Conversion-Optimierung ist ja eigentlich doch das Einfachste auf der Welt. Fehler finden – Fehler beheben – fertig. Leider zeigt sich, dass sich die Fehler auf der Website, die berüchtigten „Conversion-Killer“, sehr ungern finden lassen. Lesen Sie im dritten Teil unserer Serie des Conversion-Experten André Morys, wie man mit einem einfachen Modell bei der Fehlersuche zielgerichtet und effizient vorgehen kann: Das Sieben-Ebenen-Conversion-Framework.
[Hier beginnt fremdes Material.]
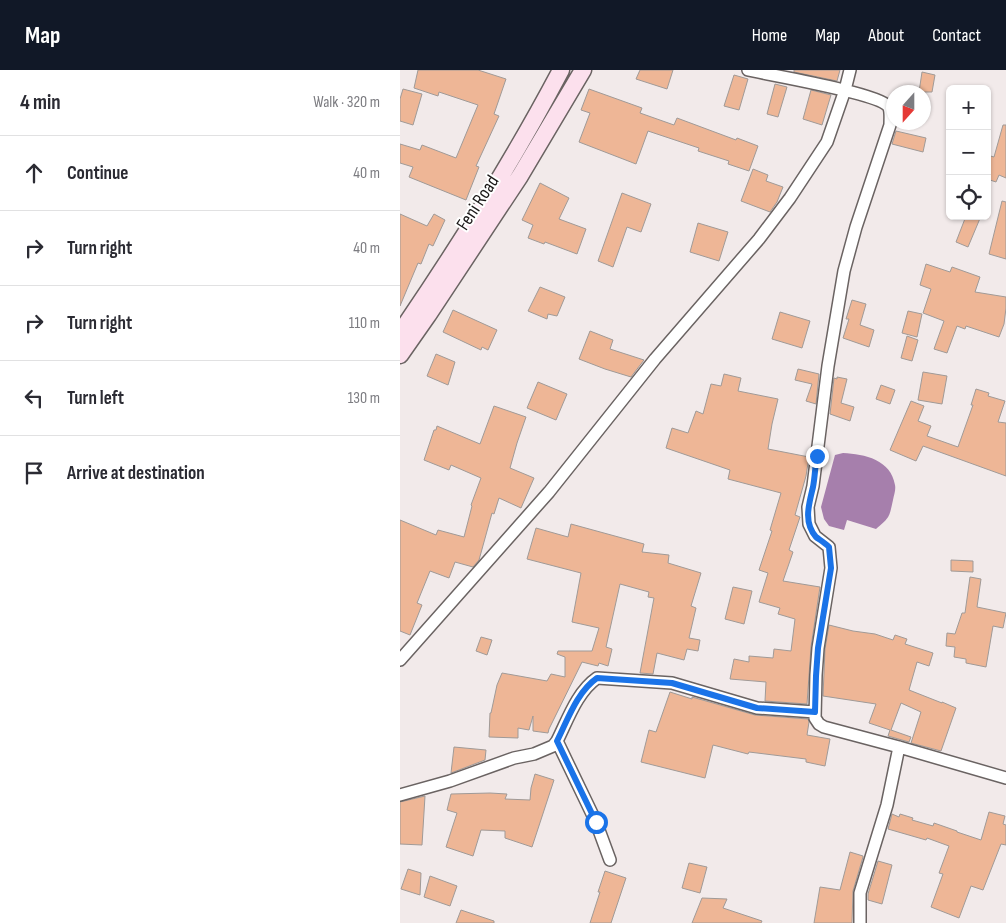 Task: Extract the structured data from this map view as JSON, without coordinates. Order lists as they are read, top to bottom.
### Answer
{
  "streets": {
    "main road": ["Feni Road"]
  },
  "north": "bottom",
  "page": {
    "header": "Map",
    "nav": [
      "Home",
      "Map",
      "About",
      "Contact"
    ],
    "heading": ["4 min", "Walk · 320 m"],
    "map_buttons": ["+", "−"],
    "list": [
      ["Continue", "40 m"],
      ["Turn right", "40 m"],
      ["Turn right", "110 m"],
      ["Turn left", "130 m"],
      "Arrive at destination"
    ]
  }
} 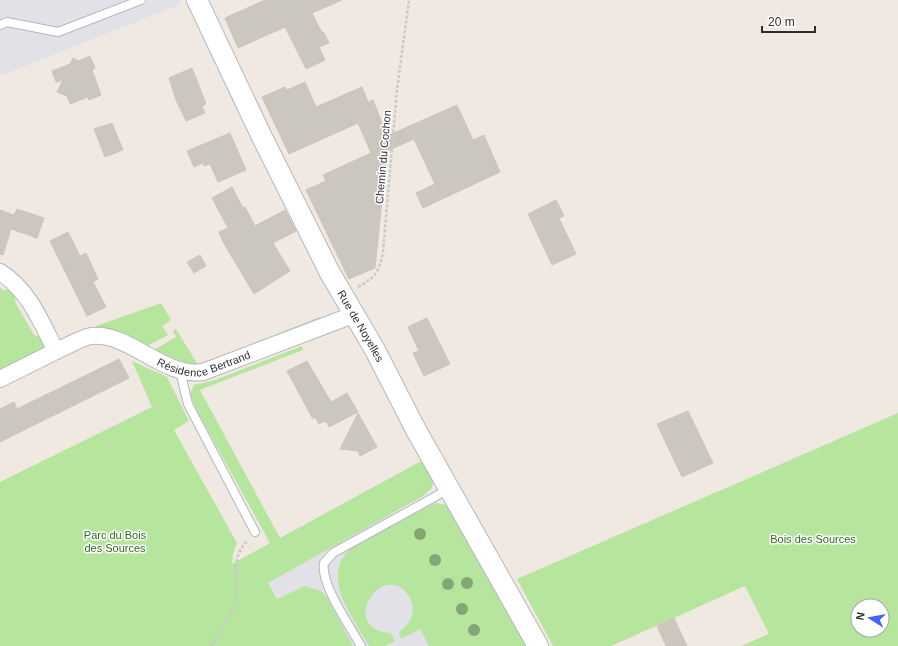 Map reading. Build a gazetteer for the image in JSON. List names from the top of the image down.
{
  "streets": {
    "street": ["Rue de Noyelles", "Résidence Bertrand"],
    "path": ["Chemin du Cochon"]
  },
  "crossings": [
    ["Chemin du Cochon", "Rue de Noyelles"],
    ["Rue de Noyelles", "Résidence Bertrand"]
  ],
  "parks": ["Parc du Bois des Sources", "Bois des Sources"],
  "scale_bar": "20 m",
  "north": "left"
}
So finden Sie Conversion-Killer (3/3)
Das Durchführen von Nutzertests hat sich inzwischen als Standardmethode zur Identifikation von Schwachstellen einer Website oder eines Onlineshops etabliert. Vielen Betreibern eines Webangebots ist jedoch nicht klar, dass ein Nutzertest (Usability-Lab) nicht alle Schwachstellen entdecken kann. In den letzten beiden Teilen des Artikels wurde beschrieben, wie das unsystematische Vorgehen bei der Schwachstellensuche zu schwachen Optimierungshypothesen führen kann.
Dass auch ein Nutzertest nie die „gesamte Wahrheit“ zutage fördern kann, liegt daran, dass den meisten menschlichen Entscheidungen bestimmte unterbewusste Prozesse zugrunde liegen, die in einem normalen Usability-Lab nicht erkannt werden. Zum einen ist meist die Aufgabenstellung (Szenario) des Labs nicht geeignet, zum anderen gibt es wenige Möglichkeiten, die unbewussten Entscheidungsprozesse sichtbar zu machen.
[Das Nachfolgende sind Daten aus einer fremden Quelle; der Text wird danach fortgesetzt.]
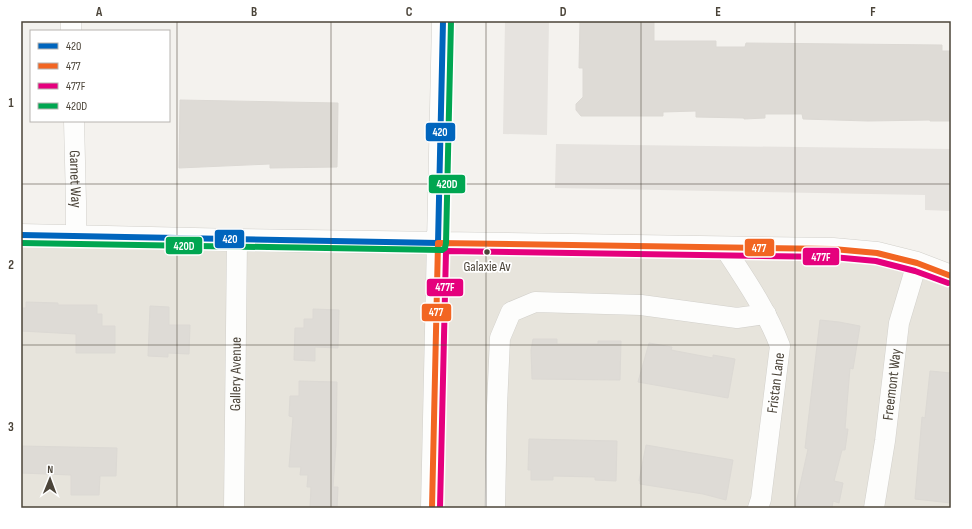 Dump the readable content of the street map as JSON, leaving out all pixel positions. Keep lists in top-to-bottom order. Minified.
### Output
{"streets":{"street":["Garnet Way","Gallery Avenue","Fristan Lane","Freemont Way"]},"places":["Galaxie Av"],"lines":["transit line 420","transit line 420D","transit line 477","transit line 477F"],"legend":["420","477","477F","420D"],"north":"top","grid":{"columns":["A","B","C","D","E","F"],"rows":["1","2","3"]}} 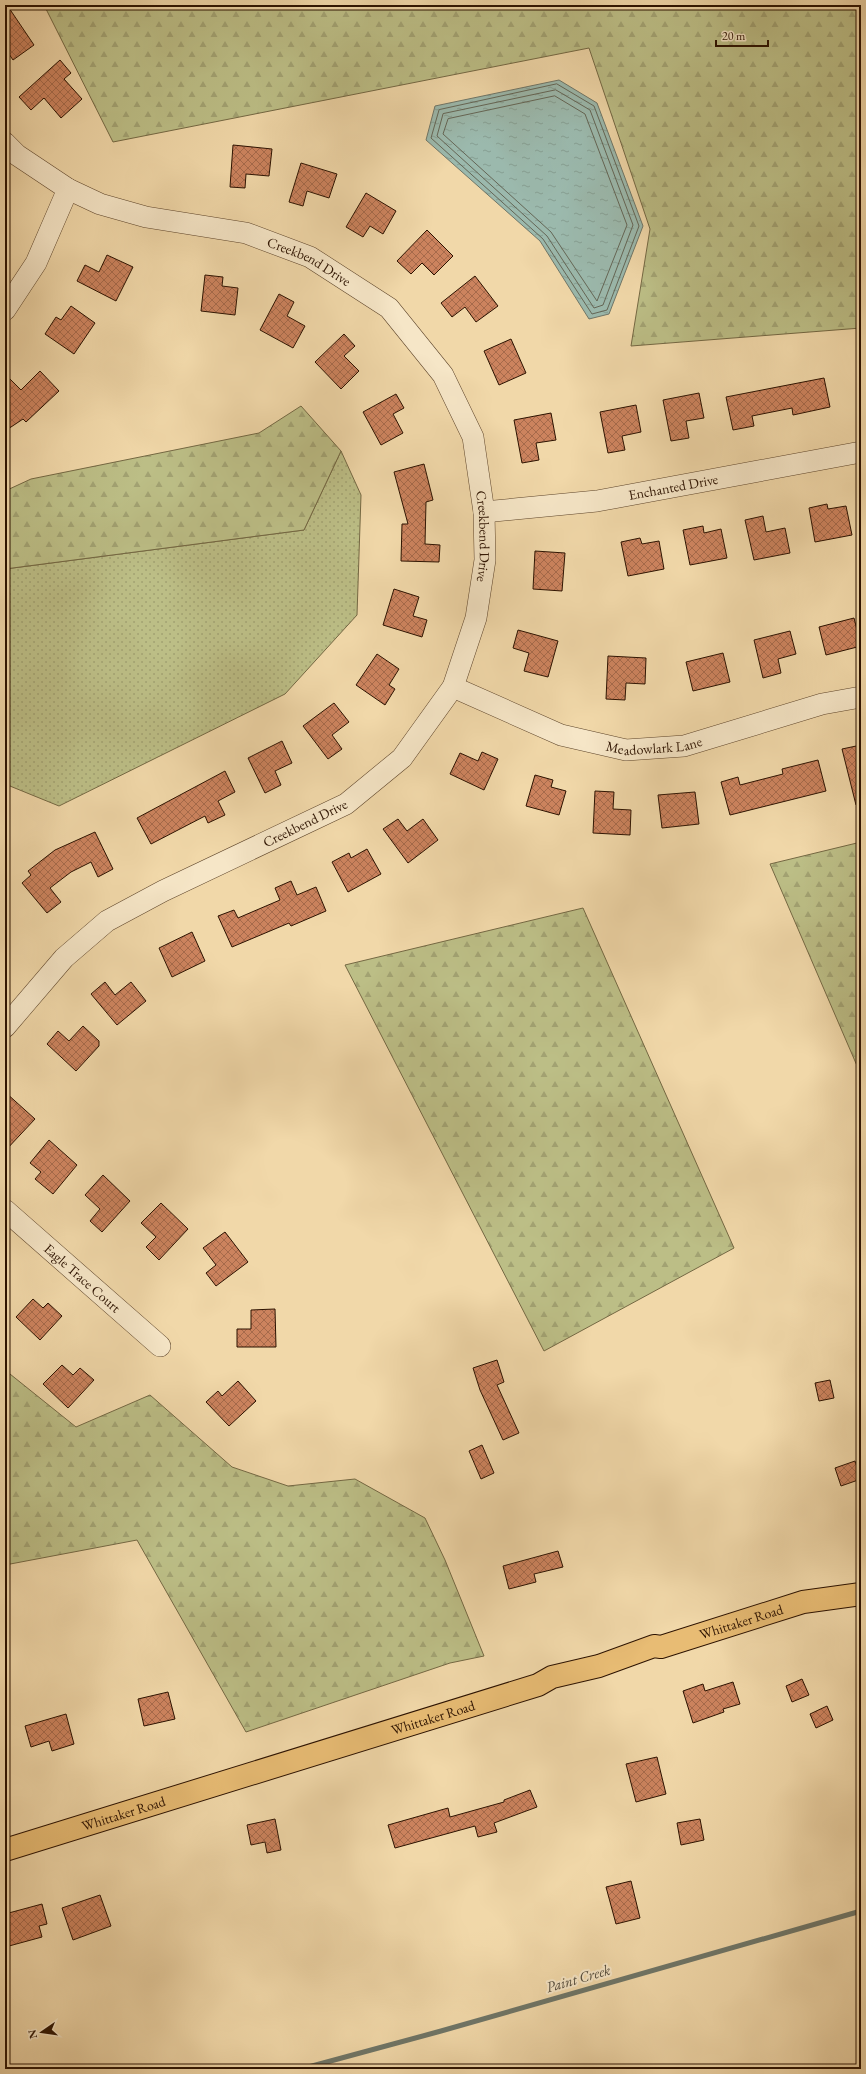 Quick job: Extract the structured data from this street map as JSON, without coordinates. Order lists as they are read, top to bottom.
{
  "streets": {
    "main road": ["Whittaker Road"],
    "street": [
      "Creekbend Drive",
      "Enchanted Drive",
      "Meadowlark Lane",
      "Eagle Trace Court"
    ]
  },
  "crossings": [
    ["Creekbend Drive", "Enchanted Drive"],
    ["Creekbend Drive", "Meadowlark Lane"]
  ],
  "water": ["Paint Creek"],
  "scale_bar": "20 m",
  "north": "left"
}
Daher sind im 7-E-Conversion-Framework Erkenntnisse aus der Verhaltensökonomik verankert, die im realen Entscheidungsprozess der Nutzer eine wichtige Rolle spielen. Diese Elemente sind sehr wichtig, um die wahren Conversion-Killer zu finden.
Ein Framework hilft, Conversion-Killer zu finden
In den letzten beiden Ausgaben der Website Boosting wurde das 7-E-Conversion-Framework bereits vorgestellt. Es beinhaltet die sieben wichtigsten Faktoren in einer zeitlichen Abfolge, die für das Erreichen einer „Conversion“ erfüllt werden müssen. Dieses Modell hilft wie eine Art Schablone, Schwachstellen auf einer Website oder in einem Onlineshop zu finden. Dabei ist es besonders hilfreich, dass die Faktoren in ihrer zeitlichen Abfolge aus Nutzersicht dargestellt werden.
Das Framework kann so als Grundlage für eine Expertenevaluation dienen. Da im 7-E-Conversion-Framework auch Prinzipien aus Konsumpsychologie und Verhaltensökonomik enthalten sind, liefert diese Methode unter anderem die Erkenntnisse, deren sich Nutzer in einem Nutzertest nicht bewusst sind. Daher ist die Analyse einer Website mithilfe des Frameworks oft der effizienteste Weg, um erste Optimierungshypothesen für einen A/B-Test zu gewinnen.
In der letzten Ausgabe habe ich die Ebenen „Vertrauen“ und „Orientierung“ anhand von Praxisbeispielen erläutert. Heute werden die letzten vier Ebenen erklärt: Stimulanz, Sicherheit, Komfort und Bewertung. Jede Ebene lässt sich dabei wie eine Art Checkliste verwenden. Während der Expertenevaluation kann man sich beispielsweise die Frage stellen: „Was tun wir auf unserer Seite, um das Gefühl von Sicherheit zu erzeugen?“ Die Methodik lässt sich auch gut in der Gruppe umsetzen. Dabei kann mit kleinen Klebe-Notizzetteln jeder die zur jeweiligen Ebene passenden Beobachtungen an eine Wand pinnen.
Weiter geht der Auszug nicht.